While closing 43 pools is not in the cards, the county can greatly collapse the number of pools and try to replace some in the next five to 10 years, [Milwaukee County Executive Scott] Walker said. He said the county is saturated with pools if you include private, high school and hotel/motel pools. Pools that don't at least come close to breaking even by charging admission should not be funded by the county, he said. Only one county water facility, Cool Waters, currently pays for itself.Within the county, some municipalities are doing less well on their market tests.

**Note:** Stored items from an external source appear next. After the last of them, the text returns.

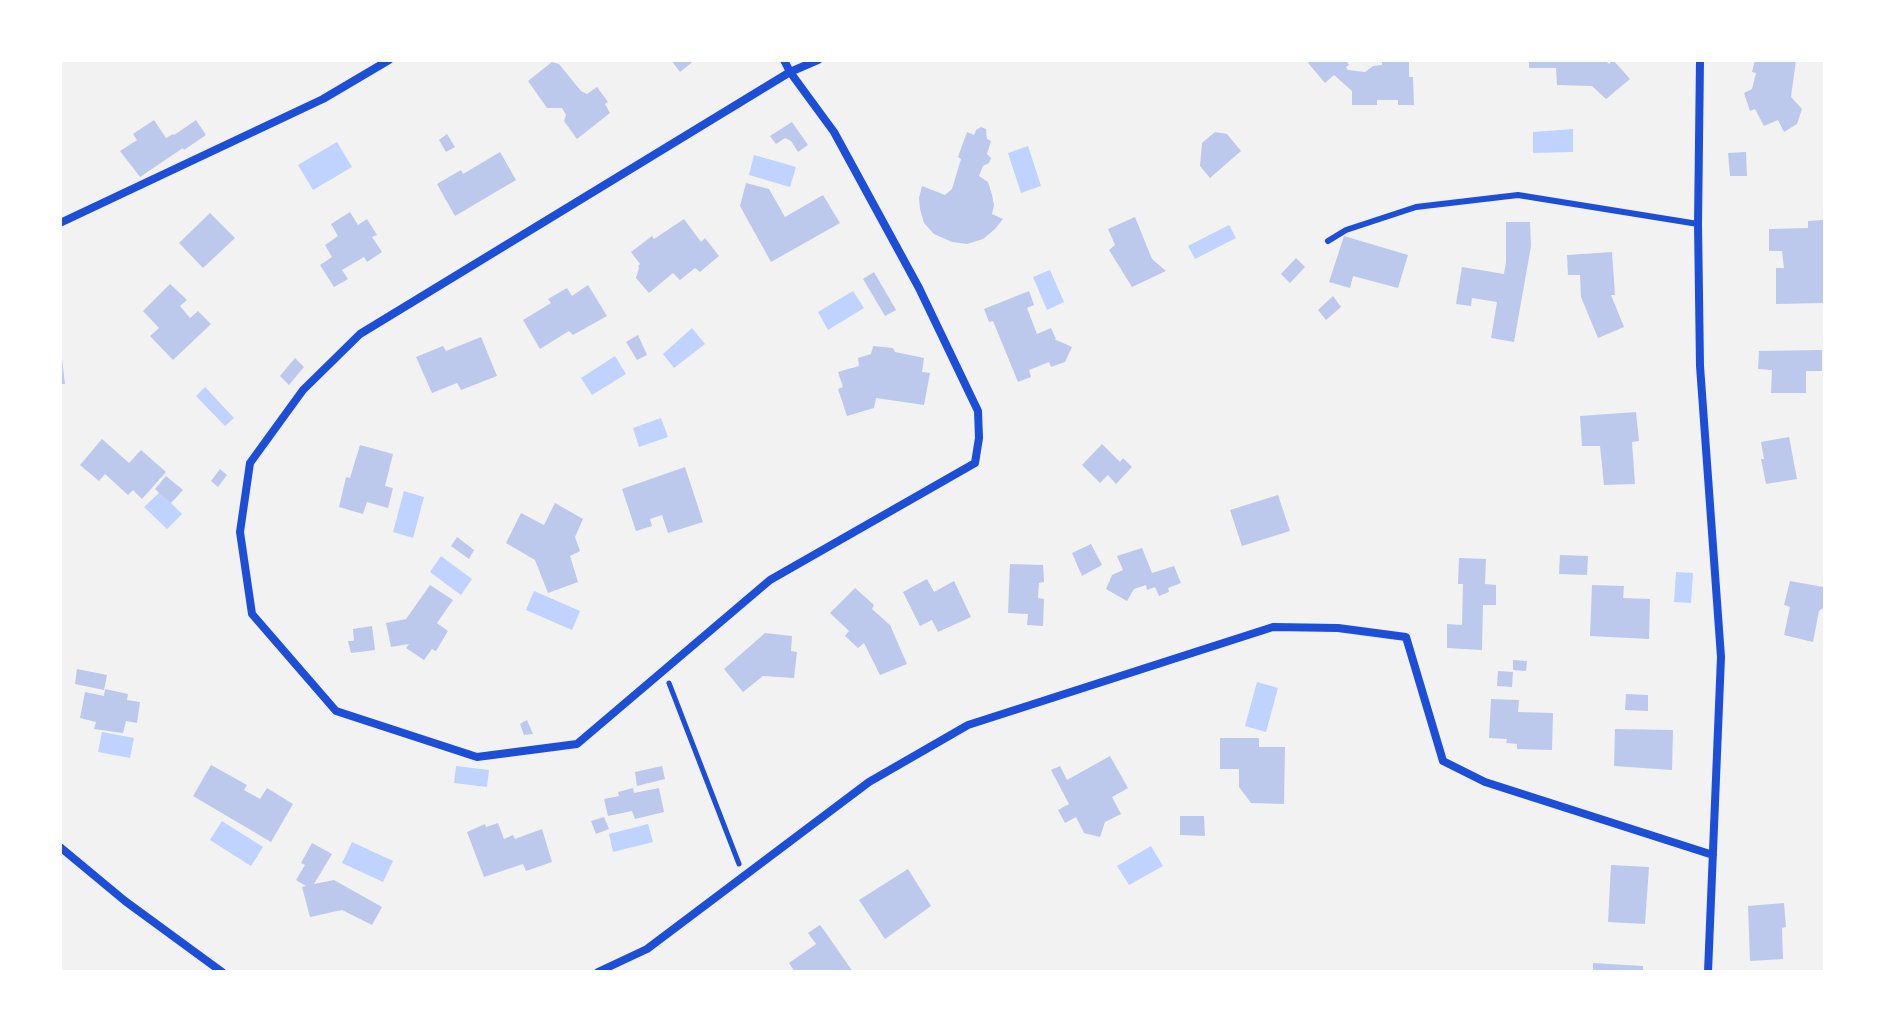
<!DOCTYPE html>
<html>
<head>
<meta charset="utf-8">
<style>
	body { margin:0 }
	#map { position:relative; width:1885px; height:1032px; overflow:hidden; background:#f2f2f2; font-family:Karla,sans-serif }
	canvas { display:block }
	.frame { position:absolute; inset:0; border:62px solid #fff; pointer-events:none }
</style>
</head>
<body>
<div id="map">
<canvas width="1885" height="1032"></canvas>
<div class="frame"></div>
</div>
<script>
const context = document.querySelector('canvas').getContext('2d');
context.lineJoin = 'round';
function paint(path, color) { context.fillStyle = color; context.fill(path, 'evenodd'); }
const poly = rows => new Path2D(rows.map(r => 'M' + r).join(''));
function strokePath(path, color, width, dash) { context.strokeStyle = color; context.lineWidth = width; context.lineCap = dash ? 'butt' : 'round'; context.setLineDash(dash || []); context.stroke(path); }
paint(poly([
	[1573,129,1573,152,1533,153,1533,132],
	[337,142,352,167,313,190,298,165],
	[1028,146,1041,186,1021,193,1008,153],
	[754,155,796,167,790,187,749,175],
	[1229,225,1236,238,1195,259,1188,246],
	[1050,270,1064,302,1047,310,1033,277],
	[853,291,864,308,828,330,818,312],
	[692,328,705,344,674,368,663,354],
	[615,356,626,374,592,395,581,378],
	[205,387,234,418,225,426,196,396],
	[661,418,668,437,639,447,633,428],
	[404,491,424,497,413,538,393,532],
	[160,492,182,514,167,529,144,507],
	[441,556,472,579,461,595,430,572],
	[1676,572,1693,573,1691,603,1674,602],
	[534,591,580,611,572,630,526,610],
	[1257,682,1278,688,1266,732,1245,726],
	[102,732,134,738,130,758,98,752],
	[456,766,489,770,487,787,454,783],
	[222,821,263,847,251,866,210,840],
	[648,824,653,842,613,852,609,834],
	[352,842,393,861,383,882,342,863],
	[1151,846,1163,866,1129,885,1117,866]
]), '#bfd3fe');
paint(poly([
	[671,60,695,60,680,72],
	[1311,60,1346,60,1349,65,1346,67,1348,70,1365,72,1373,66,1382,65,1382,60,1409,60,1409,77,1413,77,1414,105,1398,105,1398,100,1377,100,1377,105,1352,105,1352,91,1334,75,1325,83,1308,63],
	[1529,60,1605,60,1609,64,1613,60,1630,79,1606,99,1592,86,1557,85,1556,68,1529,68],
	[1755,60,1796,60,1791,97,1802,109,1797,124,1784,132,1778,120,1764,126,1755,109,1750,111,1744,93,1752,89,1756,73,1752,72],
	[552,62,559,64,581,91,587,94,597,87,608,102,605,104,610,113,577,139,564,121,566,115,562,108,547,108,528,81],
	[154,120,166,138,173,134,174,135,196,120,206,135,184,150,183,148,140,177,120,151,137,140,133,134],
	[792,122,808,145,798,152,791,141,785,138,776,144,770,136],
	[981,127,986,129,987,139,991,141,987,154,991,158,989,163,983,166,979,176,988,182,992,195,994,205,992,214,1003,219,995,229,983,239,967,244,952,242,934,234,924,223,920,209,919,198,922,186,945,195,952,189,961,159,958,157,967,132,974,135,976,130],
	[1215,132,1227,134,1241,151,1210,178,1200,166,1202,143],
	[447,134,455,147,446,152,439,140],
	[500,152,516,180,455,216,437,184,461,170,463,174],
	[1746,152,1747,176,1730,176,1728,153],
	[746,183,769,189,785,217,823,195,840,223,771,262,740,206],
	[350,212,358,225,367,219,377,235,372,237,382,252,367,262,364,257,342,270,348,279,334,287,320,265,332,257,325,245,338,236,331,224],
	[210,213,235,238,203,268,179,243],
	[1135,217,1152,259,1166,271,1132,287,1109,250,1115,245,1108,229],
	[684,219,701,242,705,238,719,256,700,272,695,268,680,280,673,273,649,293,636,278,639,268,638,266,640,264,631,252,652,236,654,239],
	[1824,220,1825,303,1776,304,1776,268,1784,268,1782,251,1769,251,1769,229,1808,228,1808,221],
	[1506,222,1530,222,1531,246,1514,342,1491,338,1497,302,1472,298,1471,306,1456,304,1462,267,1504,274,1506,262],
	[1344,236,1408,255,1398,288,1353,276,1350,288,1329,282],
	[1612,252,1615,295,1611,295,1624,327,1598,338,1581,297,1580,275,1568,275,1567,255],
	[1296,258,1305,267,1290,283,1281,274],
	[874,272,896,310,885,316,863,279],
	[170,284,187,300,180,306,190,318,198,311,211,324,173,360,150,336,159,328,143,311],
	[588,285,607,316,573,335,569,331,540,349,523,320,551,303,548,299,567,288,572,296],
	[1029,291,1034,305,1027,308,1037,334,1051,328,1056,339,1054,339,1072,347,1065,362,1051,367,1049,362,1029,370,1031,377,1018,382,993,321,989,322,984,309],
	[1333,296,1341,307,1326,320,1318,310],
	[638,335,647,355,637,360,626,342],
	[481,337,497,376,461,390,457,383,432,393,416,357,443,346,446,351],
	[873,346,893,348,895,352,924,358,922,372,930,373,924,405,876,398,874,408,847,416,838,389,843,387,838,372,859,366,858,358,871,354],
	[1822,350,1822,371,1806,371,1806,393,1771,393,1772,370,1758,369,1759,351],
	[295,358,304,367,289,385,280,376],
	[60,359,62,359,65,384,60,384],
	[1636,412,1639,441,1632,442,1635,484,1604,485,1600,446,1582,446,1580,416],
	[1789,437,1797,479,1766,484,1761,459,1764,459,1761,442],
	[102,439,129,463,141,450,166,472,142,499,133,490,128,495,105,474,99,481,80,465],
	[1102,444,1120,462,1123,458,1132,467,1116,484,1108,475,1100,483,1082,465],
	[360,445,393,454,385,486,393,488,388,508,367,502,363,514,339,507,346,477,350,478],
	[685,467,703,522,668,533,662,515,650,519,652,526,636,531,622,489],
	[220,469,227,475,218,487,211,481],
	[166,476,183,490,171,503,155,489],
	[1278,495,1290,531,1242,546,1230,510],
	[555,503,583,519,575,537,580,551,570,556,578,582,548,593,535,560,506,543,521,513,544,525],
	[457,537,474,550,469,559,451,546],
	[1091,544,1102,565,1082,576,1072,553],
	[1142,548,1152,573,1174,566,1181,583,1168,588,1169,592,1159,596,1155,587,1147,590,1146,585,1134,589,1127,601,1106,589,1112,575,1123,570,1117,556],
	[1560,555,1588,556,1587,575,1559,574],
	[1459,558,1486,559,1485,584,1496,585,1496,605,1483,605,1482,650,1447,648,1447,624,1462,625,1463,584,1458,584],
	[1010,564,1043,565,1044,582,1039,583,1038,598,1044,599,1043,626,1027,625,1028,614,1008,613],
	[927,579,934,592,954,581,971,617,938,632,932,620,920,626,903,592],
	[1790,581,1823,587,1825,589,1825,607,1819,611,1813,642,1784,635,1790,607,1784,605],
	[430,585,453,600,437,623,448,631,436,651,432,649,424,660,406,648,409,644,391,647,386,623,406,619],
	[1592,585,1624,586,1623,598,1650,599,1649,639,1590,636],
	[855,588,874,605,872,609,890,625,907,664,880,675,864,643,858,648,845,636,849,631,830,613],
	[372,626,375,650,351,653,348,641,354,641,353,629],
	[765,633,792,636,791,651,797,652,794,678,763,676,743,692,724,669],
	[1513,660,1527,661,1526,671,1513,670],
	[77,669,107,675,104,690,75,684],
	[1498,671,1513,672,1512,687,1497,686],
	[105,689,128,694,127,700,140,702,137,723,126,721,123,733,94,729,96,722,80,718,85,692,104,696],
	[1626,694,1648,695,1648,711,1625,710],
	[1491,699,1519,700,1518,712,1553,713,1552,750,1517,749,1517,744,1506,743,1507,739,1489,738],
	[527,720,533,734,524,735,520,724],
	[1615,729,1673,730,1672,770,1614,766],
	[1220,738,1259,738,1259,747,1285,747,1284,804,1251,803,1239,787,1239,769,1220,769],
	[1110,756,1128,788,1112,797,1121,814,1105,822,1100,837,1084,833,1076,817,1065,823,1058,810,1069,804,1051,770,1060,766,1067,780],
	[211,765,247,785,244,790,260,799,267,788,293,804,271,842,193,796],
	[662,766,665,779,637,786,635,772],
	[633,788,634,793,659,788,664,812,635,819,632,811,608,816,604,799,619,796,618,792],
	[1180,816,1204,816,1205,836,1180,835],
	[604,817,609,829,596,834,591,821],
	[498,823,504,839,513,835,515,839,542,829,552,862,526,871,523,864,484,877,467,832,485,824,486,827],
	[312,843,332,854,314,884,334,880,382,907,372,925,342,910,310,917,302,887,306,886,296,880,305,865,301,863],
	[1611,865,1649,867,1645,924,1608,922],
	[908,869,931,906,885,939,859,900],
	[1784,903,1786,927,1782,928,1783,959,1750,961,1748,906],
	[820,925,826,933,853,972,795,972,789,963,816,944,808,933],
	[1593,963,1643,966,1643,972,1593,972]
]), '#bdc9ec');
strokePath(poly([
	[669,683,739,864]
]), '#1d4ed8', 5);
strokePath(poly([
	[1328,241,1346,230,1416,207,1518,195,1698,224]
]), '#1d4ed8', 6);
strokePath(poly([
	[784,60,790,72,834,132,919,288,978,411,979,438,975,463,770,580,577,744,477,757,336,711,252,614,240,532,250,463,303,390,360,334,790,72,818,60],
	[1700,60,1698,224,1700,366,1721,657,1708,972],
	[60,223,323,99,389,60],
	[60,847,125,901,222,972],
	[598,972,647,949,869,782,968,725,1273,627,1338,628,1406,637,1443,761,1485,782,1713,855]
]), '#1d4ed8', 8);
</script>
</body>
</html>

Are the pools a safety tool, or a different venue to go thuggin' on a scorcher? Here's another thesis idea: what is the marginal productivity of police funding? Is it possible for a city to become so ungovernable that past some point additional policing cannot reverse the trend?
Milwaukee Mayor Tom Barrett, reacting to the offer, said Walker's plan could leave pools in the city high and dry while some wealthier suburban municipalities could afford to keep theirs open.
The city is concentrating its dwindling resources on boosting police funding, Barrett said, and can't afford to take over the county function.
"Is the county executive asking me to raise taxes so that that he can say he's opposed to raising taxes?" Barrett said.
Unrest and violence increase on hot days, making city pools a crucial safety tool, Barrett said. Of the 43 pools slated to close, 33 are in Milwaukee.